WHAT IS NEEDED
Return the records exactly as they stand, and keep the pictures out of the copy.

GIVEN ENTRIES
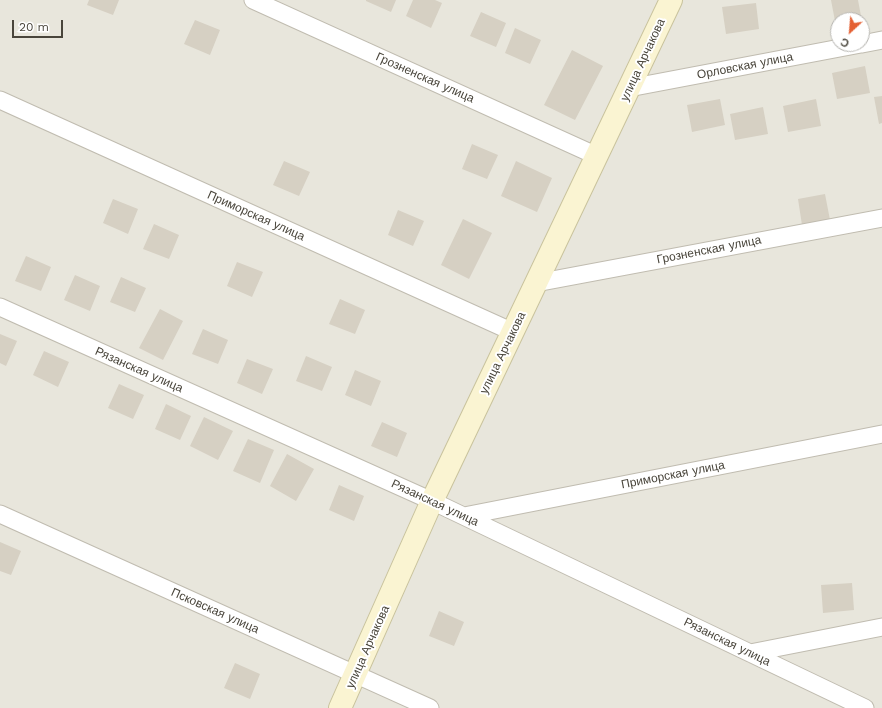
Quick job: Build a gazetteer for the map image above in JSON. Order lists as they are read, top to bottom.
{
  "streets": {
    "street": [
      "улица Арчакова",
      "Орловская улица",
      "Грозненская улица",
      "Приморская улица",
      "Рязанская улица",
      "Псковская улица"
    ]
  },
  "crossings": [
    ["улица Арчакова", "Орловская улица"],
    ["улица Арчакова", "Грозненская улица"],
    ["улица Арчакова", "Приморская улица"],
    ["улица Арчакова", "Рязанская улица"],
    ["улица Арчакова", "Псковская улица"],
    ["Приморская улица", "Рязанская улица"]
  ],
  "scale_bar": "20 m",
  "north": "bottom left"
}
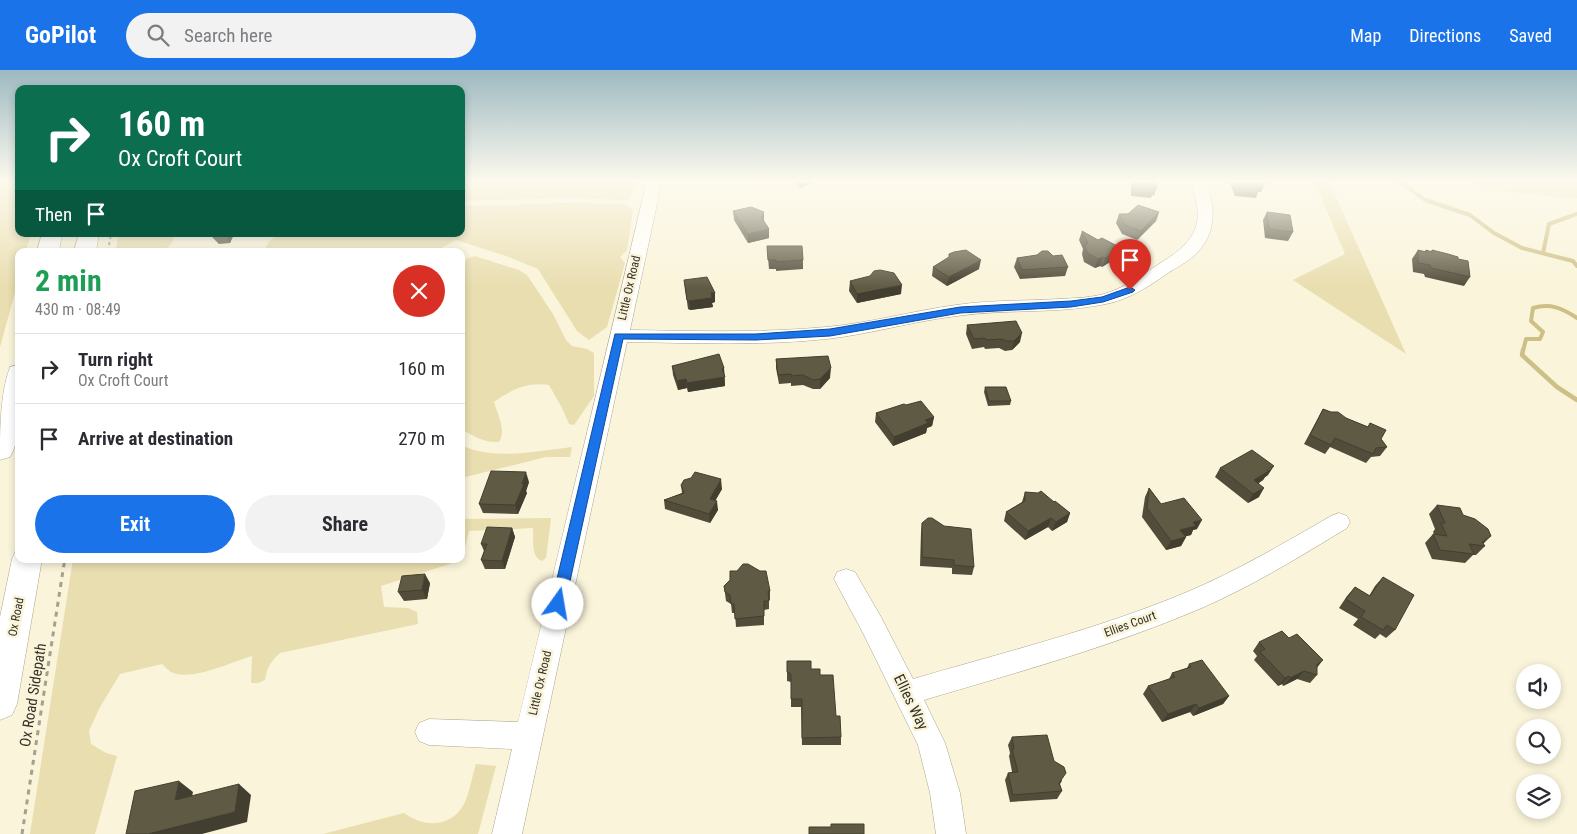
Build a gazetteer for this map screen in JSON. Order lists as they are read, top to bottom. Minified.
{"streets":{"highway":["Ox Road"],"street":["Little Ox Road","Ellies Court","Ellies Way"],"path":["Ox Road Sidepath"]},"crossings":[["Ellies Court","Ellies Way"]],"page":{"header":"GoPilot","search":"Search here","nav":["Map","Directions","Saved"],"turn":["160 m","Ox Croft Court"],"then":"Then","heading":["2 min","430 m · 08:49"],"list":[{"name":"Turn right","note":"Ox Croft Court","value":"160 m"},{"name":"Arrive at destination","value":"270 m"}],"buttons":["Exit","Share"]}}
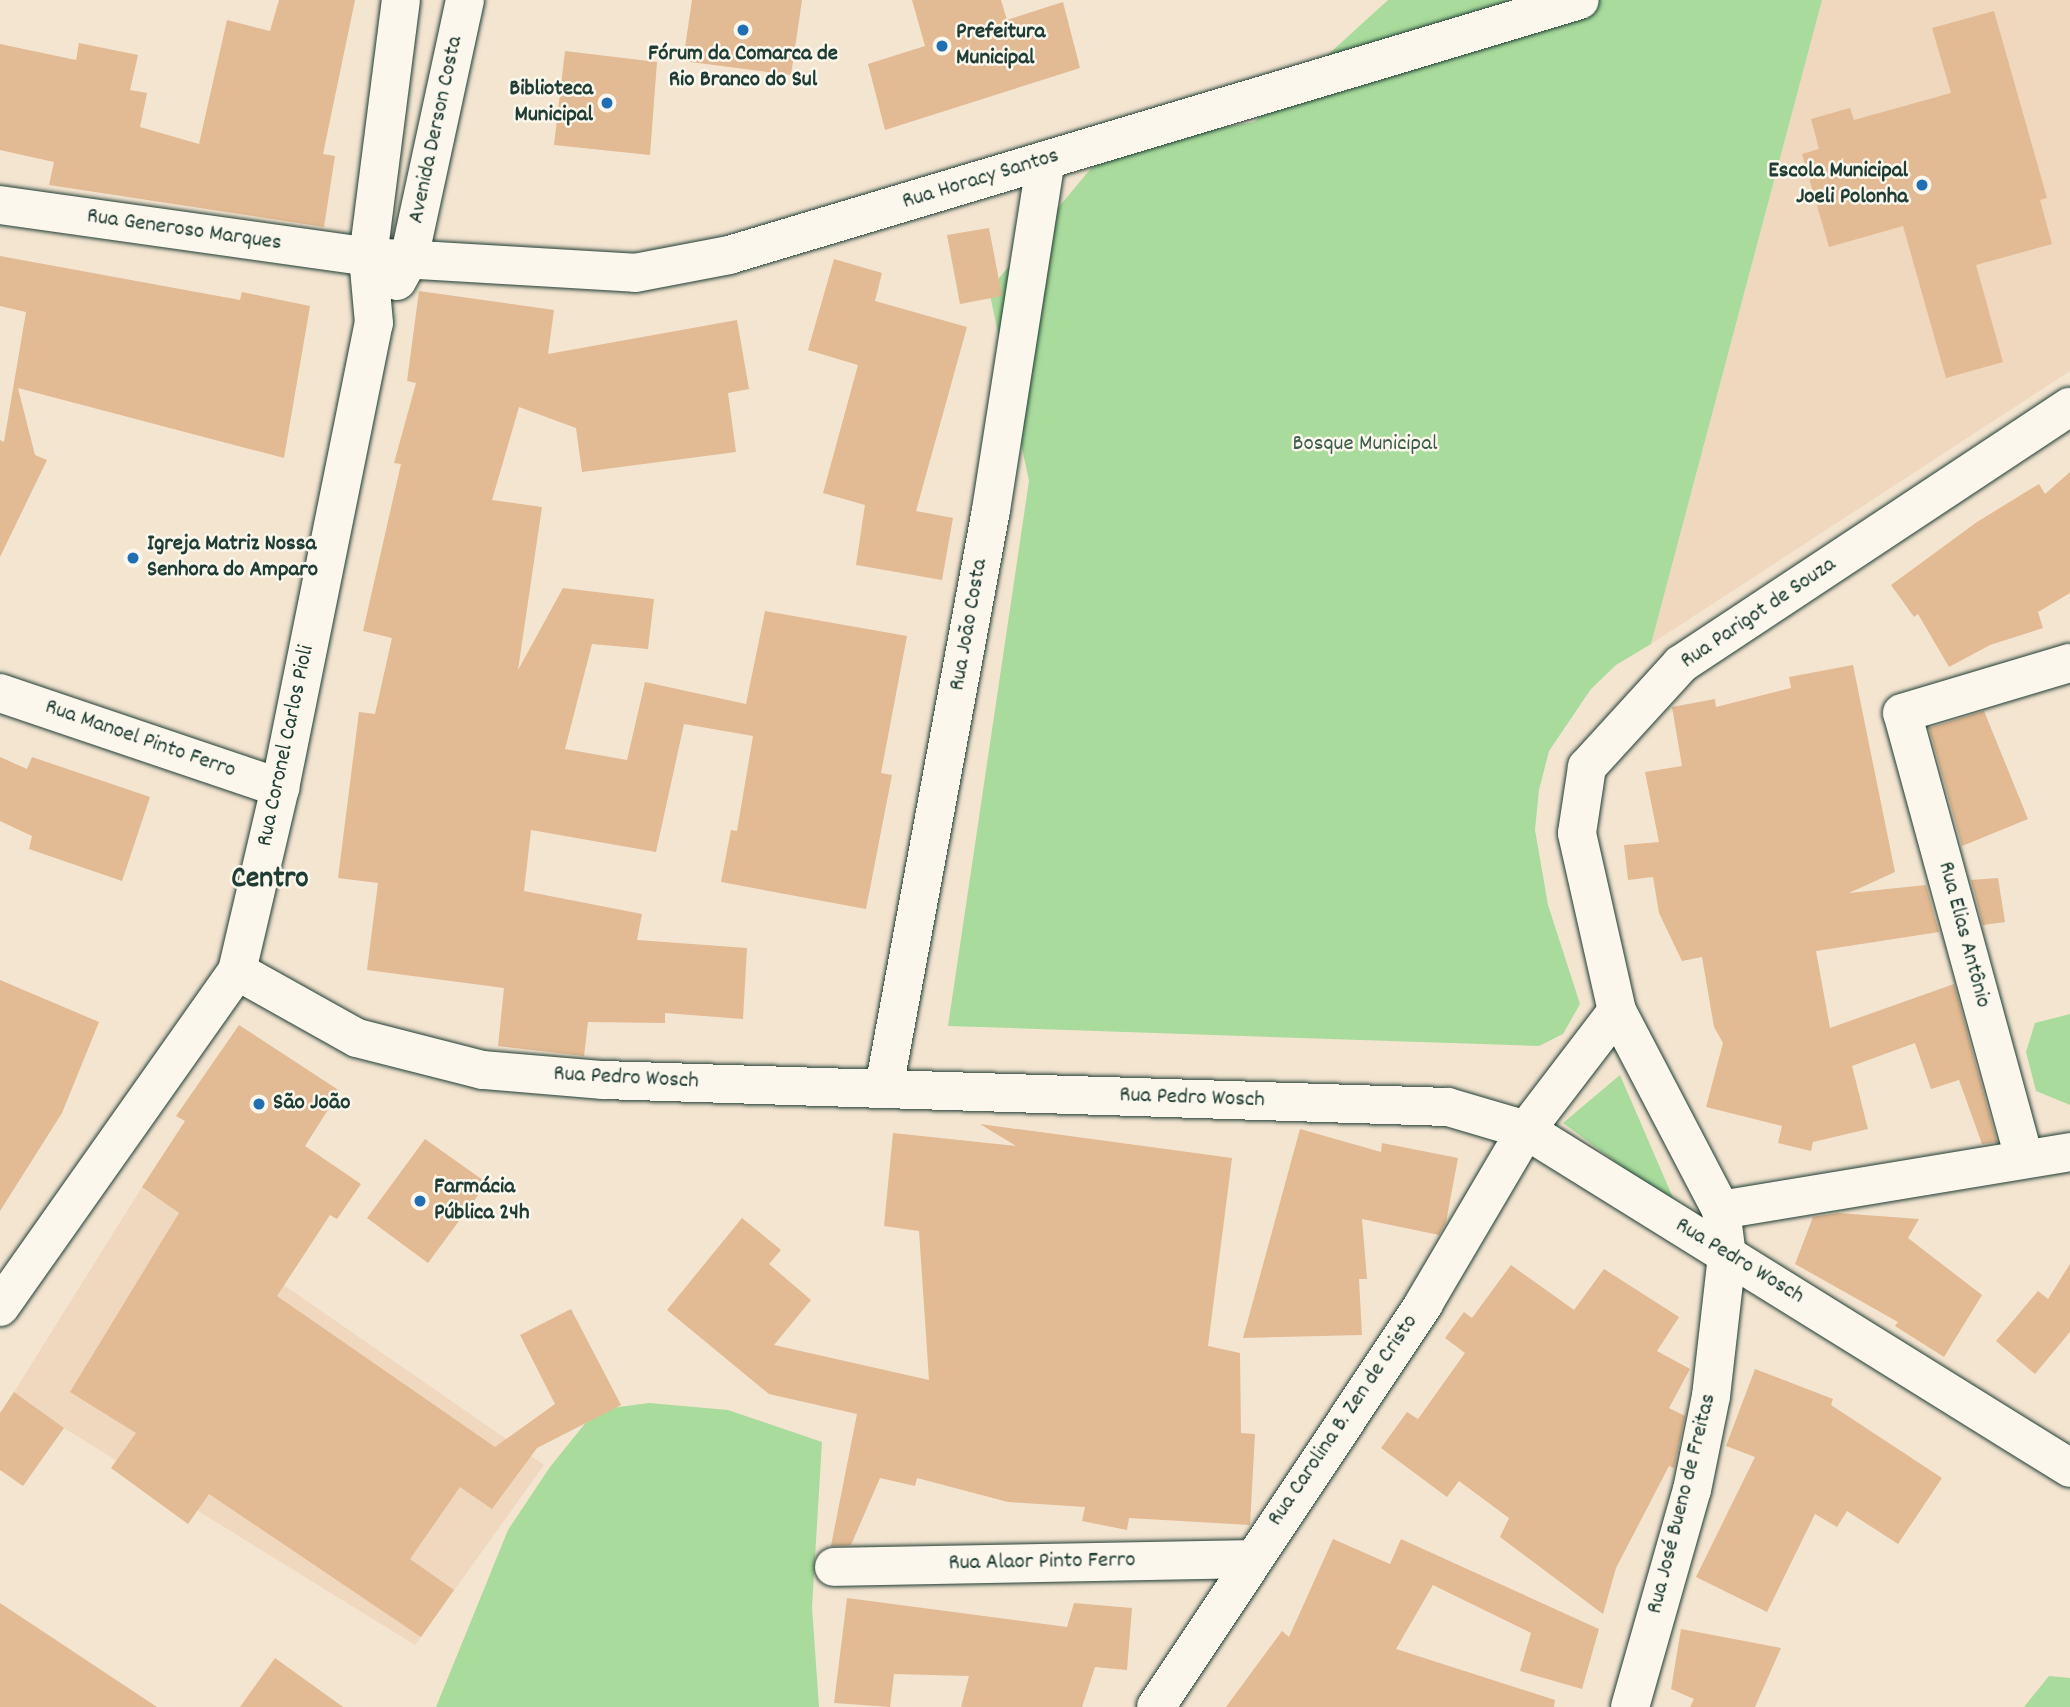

PROBLEM SOLUTION
Quick job: Build a gazetteer for the map image above in JSON. Order lists as they are read, top to bottom.
{
  "streets": {
    "street": [
      "улица Арчакова",
      "Орловская улица",
      "Грозненская улица",
      "Приморская улица",
      "Рязанская улица",
      "Псковская улица"
    ]
  },
  "crossings": [
    ["улица Арчакова", "Орловская улица"],
    ["улица Арчакова", "Грозненская улица"],
    ["улица Арчакова", "Приморская улица"],
    ["улица Арчакова", "Рязанская улица"],
    ["улица Арчакова", "Псковская улица"],
    ["Приморская улица", "Рязанская улица"]
  ],
  "scale_bar": "20 m",
  "north": "bottom left"
}
Build a gazetteer for this map screen in JSON. Order lists as they are read, top to bottom. Minified.
{"streets":{"highway":["Ox Road"],"street":["Little Ox Road","Ellies Court","Ellies Way"],"path":["Ox Road Sidepath"]},"crossings":[["Ellies Court","Ellies Way"]],"page":{"header":"GoPilot","search":"Search here","nav":["Map","Directions","Saved"],"turn":["160 m","Ox Croft Court"],"then":"Then","heading":["2 min","430 m · 08:49"],"list":[{"name":"Turn right","note":"Ox Croft Court","value":"160 m"},{"name":"Arrive at destination","value":"270 m"}],"buttons":["Exit","Share"]}}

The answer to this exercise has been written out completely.